Report the number of lines in these entries that contain "controls". Write only the number.

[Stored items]
□ □ □
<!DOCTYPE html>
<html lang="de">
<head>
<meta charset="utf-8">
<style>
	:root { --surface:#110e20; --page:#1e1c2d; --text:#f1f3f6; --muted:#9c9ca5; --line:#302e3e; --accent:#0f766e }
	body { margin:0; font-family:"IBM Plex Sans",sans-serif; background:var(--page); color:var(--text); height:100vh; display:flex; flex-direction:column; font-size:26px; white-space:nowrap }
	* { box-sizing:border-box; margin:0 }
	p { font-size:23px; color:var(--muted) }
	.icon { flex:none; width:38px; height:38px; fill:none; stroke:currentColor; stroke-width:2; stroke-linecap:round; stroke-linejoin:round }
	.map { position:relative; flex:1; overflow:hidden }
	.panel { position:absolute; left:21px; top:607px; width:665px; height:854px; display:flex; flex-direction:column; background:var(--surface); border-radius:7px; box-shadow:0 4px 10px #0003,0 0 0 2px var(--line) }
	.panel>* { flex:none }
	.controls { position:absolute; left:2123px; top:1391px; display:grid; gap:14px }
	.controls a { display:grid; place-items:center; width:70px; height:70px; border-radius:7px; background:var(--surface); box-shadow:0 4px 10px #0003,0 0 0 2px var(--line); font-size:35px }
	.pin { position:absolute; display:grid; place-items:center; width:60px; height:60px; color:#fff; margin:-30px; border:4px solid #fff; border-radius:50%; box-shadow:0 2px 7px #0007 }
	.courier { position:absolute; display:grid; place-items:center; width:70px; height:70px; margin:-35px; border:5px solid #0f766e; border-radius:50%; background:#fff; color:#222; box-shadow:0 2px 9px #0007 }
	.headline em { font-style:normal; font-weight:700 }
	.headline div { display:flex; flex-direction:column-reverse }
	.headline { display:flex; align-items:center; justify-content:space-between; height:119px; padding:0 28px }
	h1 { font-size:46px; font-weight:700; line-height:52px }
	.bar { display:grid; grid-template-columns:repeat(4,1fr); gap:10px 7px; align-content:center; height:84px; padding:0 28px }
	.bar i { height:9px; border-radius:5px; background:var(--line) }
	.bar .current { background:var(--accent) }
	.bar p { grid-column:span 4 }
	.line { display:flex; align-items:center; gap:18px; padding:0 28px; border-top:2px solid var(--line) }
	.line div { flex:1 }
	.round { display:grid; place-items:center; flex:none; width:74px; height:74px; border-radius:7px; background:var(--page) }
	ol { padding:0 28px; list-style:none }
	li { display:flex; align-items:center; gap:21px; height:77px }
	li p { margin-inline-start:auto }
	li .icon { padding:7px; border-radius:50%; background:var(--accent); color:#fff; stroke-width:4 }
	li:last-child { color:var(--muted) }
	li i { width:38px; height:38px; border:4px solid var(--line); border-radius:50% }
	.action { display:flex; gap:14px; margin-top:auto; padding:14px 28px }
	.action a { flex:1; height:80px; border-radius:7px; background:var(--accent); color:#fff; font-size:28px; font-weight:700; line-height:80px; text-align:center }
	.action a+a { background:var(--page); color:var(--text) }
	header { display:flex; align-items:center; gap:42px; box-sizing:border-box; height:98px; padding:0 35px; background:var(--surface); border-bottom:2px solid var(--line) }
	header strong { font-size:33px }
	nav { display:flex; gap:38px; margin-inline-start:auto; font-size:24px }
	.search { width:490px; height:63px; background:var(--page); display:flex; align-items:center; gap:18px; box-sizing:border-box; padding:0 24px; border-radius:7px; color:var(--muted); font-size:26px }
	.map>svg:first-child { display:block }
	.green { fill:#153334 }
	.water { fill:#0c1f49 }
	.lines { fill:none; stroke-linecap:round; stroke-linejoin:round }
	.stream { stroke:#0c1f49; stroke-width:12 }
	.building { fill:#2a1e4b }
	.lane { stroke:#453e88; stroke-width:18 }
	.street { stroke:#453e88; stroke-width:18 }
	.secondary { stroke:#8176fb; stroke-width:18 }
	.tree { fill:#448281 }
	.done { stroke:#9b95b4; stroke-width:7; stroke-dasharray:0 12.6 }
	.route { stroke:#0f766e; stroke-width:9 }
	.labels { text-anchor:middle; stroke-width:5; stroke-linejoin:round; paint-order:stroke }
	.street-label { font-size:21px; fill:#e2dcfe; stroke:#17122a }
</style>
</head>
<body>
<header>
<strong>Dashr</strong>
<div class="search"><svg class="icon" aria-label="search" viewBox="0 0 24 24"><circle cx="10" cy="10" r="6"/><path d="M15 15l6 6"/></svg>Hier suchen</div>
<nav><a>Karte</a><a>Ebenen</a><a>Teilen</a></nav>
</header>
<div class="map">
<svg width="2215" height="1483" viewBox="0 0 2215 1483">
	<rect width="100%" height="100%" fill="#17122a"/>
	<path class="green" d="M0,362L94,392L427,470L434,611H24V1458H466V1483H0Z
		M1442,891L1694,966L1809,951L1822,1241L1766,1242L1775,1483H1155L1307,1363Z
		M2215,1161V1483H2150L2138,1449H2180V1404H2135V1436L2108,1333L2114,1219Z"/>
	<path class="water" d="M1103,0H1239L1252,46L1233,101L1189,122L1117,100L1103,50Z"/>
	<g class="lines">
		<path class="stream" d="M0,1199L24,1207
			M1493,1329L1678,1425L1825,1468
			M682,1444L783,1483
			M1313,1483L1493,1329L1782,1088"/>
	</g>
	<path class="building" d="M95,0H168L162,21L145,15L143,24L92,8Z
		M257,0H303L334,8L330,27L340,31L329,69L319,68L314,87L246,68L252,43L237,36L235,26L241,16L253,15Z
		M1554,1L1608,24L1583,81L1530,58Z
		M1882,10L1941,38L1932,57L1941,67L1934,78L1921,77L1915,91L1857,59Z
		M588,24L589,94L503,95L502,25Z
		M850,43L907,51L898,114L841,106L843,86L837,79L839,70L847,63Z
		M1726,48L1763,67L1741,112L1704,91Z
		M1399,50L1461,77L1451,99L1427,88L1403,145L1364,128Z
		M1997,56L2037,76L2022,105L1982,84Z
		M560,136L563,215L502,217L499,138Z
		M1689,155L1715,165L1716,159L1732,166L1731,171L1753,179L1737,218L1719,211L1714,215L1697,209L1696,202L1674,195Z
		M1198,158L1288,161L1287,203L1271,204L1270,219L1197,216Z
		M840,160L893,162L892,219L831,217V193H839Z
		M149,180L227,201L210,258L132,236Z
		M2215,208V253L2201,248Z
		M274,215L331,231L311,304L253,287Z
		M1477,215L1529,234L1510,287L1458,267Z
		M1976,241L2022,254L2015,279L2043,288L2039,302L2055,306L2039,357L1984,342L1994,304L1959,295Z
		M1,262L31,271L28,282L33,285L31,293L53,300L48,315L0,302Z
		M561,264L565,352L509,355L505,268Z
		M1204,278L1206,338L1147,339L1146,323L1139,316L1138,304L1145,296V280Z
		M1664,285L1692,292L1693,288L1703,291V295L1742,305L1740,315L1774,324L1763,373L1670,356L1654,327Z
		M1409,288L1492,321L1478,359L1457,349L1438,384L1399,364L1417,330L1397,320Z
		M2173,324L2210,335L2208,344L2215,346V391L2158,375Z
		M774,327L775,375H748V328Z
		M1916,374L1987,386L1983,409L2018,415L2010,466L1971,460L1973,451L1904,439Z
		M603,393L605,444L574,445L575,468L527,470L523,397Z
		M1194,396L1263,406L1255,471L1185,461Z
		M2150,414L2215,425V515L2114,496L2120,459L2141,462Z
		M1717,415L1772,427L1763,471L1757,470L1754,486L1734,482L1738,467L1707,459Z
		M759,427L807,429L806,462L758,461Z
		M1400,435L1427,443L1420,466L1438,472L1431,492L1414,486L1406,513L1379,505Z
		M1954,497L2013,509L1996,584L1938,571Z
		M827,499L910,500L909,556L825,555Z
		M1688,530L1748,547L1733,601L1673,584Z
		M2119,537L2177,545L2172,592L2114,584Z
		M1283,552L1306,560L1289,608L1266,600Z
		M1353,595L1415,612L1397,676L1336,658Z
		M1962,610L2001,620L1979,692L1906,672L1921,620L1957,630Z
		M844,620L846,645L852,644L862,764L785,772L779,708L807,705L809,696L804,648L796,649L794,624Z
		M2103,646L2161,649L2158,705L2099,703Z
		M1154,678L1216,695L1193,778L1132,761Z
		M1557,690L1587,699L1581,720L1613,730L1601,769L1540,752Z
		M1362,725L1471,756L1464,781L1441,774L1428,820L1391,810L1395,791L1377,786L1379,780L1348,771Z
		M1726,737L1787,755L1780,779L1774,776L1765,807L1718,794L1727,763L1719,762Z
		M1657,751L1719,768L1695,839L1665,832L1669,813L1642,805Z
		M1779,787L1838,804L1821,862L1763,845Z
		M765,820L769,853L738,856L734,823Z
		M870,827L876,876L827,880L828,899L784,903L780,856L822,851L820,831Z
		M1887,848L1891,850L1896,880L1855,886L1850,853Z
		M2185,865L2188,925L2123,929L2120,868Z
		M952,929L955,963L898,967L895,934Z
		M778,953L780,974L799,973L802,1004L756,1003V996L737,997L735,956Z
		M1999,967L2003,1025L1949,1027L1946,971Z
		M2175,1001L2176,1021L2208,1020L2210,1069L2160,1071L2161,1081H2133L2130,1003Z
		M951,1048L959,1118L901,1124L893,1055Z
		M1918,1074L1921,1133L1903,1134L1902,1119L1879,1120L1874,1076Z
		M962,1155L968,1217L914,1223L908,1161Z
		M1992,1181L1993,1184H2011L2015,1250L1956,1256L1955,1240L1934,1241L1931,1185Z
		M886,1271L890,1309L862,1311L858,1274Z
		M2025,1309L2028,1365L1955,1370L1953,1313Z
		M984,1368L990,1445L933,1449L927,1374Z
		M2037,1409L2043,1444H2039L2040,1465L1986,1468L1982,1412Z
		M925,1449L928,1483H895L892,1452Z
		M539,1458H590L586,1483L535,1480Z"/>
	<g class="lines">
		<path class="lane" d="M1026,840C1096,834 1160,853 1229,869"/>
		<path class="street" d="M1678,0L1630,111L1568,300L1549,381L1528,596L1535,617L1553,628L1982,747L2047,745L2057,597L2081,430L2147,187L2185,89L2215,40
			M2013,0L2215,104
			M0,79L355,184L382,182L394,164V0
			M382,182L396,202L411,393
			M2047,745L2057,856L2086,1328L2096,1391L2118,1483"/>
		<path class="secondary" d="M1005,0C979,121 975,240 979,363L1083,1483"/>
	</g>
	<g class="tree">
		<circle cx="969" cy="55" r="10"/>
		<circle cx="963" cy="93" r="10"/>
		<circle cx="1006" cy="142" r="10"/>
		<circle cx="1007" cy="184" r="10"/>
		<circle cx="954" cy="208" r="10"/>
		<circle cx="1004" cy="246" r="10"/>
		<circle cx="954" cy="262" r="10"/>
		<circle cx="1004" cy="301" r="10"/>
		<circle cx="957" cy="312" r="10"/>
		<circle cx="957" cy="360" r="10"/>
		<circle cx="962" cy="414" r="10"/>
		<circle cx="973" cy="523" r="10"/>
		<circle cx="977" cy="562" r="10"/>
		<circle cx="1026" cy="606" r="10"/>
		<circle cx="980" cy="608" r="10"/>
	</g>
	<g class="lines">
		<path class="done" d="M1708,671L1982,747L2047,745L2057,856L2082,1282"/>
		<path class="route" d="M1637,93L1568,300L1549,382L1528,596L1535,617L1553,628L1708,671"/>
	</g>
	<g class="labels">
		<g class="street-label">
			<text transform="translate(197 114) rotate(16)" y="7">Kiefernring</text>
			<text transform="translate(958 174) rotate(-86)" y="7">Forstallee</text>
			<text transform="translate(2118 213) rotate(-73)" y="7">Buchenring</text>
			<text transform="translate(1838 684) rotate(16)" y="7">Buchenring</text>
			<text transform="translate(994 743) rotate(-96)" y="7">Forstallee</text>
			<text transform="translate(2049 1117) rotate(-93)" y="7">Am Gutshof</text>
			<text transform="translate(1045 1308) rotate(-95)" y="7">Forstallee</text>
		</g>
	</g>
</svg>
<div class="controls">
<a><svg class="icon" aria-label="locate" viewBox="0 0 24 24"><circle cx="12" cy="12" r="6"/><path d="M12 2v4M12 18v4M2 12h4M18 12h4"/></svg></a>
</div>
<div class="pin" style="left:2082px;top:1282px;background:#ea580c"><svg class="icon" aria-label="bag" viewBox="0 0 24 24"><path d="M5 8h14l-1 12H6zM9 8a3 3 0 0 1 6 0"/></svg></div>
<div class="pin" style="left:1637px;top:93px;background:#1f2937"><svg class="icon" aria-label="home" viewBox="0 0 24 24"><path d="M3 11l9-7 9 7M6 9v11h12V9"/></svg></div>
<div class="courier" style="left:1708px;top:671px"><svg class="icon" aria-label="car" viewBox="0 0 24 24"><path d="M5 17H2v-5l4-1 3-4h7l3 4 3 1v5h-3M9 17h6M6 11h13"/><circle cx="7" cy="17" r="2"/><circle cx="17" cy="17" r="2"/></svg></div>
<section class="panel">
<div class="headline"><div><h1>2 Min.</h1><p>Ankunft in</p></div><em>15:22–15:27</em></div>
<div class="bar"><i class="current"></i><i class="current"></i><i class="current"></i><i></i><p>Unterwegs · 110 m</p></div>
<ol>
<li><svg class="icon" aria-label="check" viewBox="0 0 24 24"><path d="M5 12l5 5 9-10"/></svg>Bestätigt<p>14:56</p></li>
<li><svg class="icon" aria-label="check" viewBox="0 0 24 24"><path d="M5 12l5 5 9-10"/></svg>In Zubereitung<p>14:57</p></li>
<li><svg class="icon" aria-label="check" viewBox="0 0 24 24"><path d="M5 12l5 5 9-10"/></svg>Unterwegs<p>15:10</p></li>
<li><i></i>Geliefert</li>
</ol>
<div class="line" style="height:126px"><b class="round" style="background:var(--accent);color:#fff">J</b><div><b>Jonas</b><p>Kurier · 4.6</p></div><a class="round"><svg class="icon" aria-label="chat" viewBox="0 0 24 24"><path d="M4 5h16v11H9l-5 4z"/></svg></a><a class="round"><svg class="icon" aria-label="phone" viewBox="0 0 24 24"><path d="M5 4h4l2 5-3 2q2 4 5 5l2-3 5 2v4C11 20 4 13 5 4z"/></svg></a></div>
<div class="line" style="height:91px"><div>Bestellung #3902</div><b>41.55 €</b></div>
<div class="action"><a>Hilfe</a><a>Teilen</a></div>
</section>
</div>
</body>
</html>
□ □ □
--- SOLUTION TO THE PROBLEM ---
3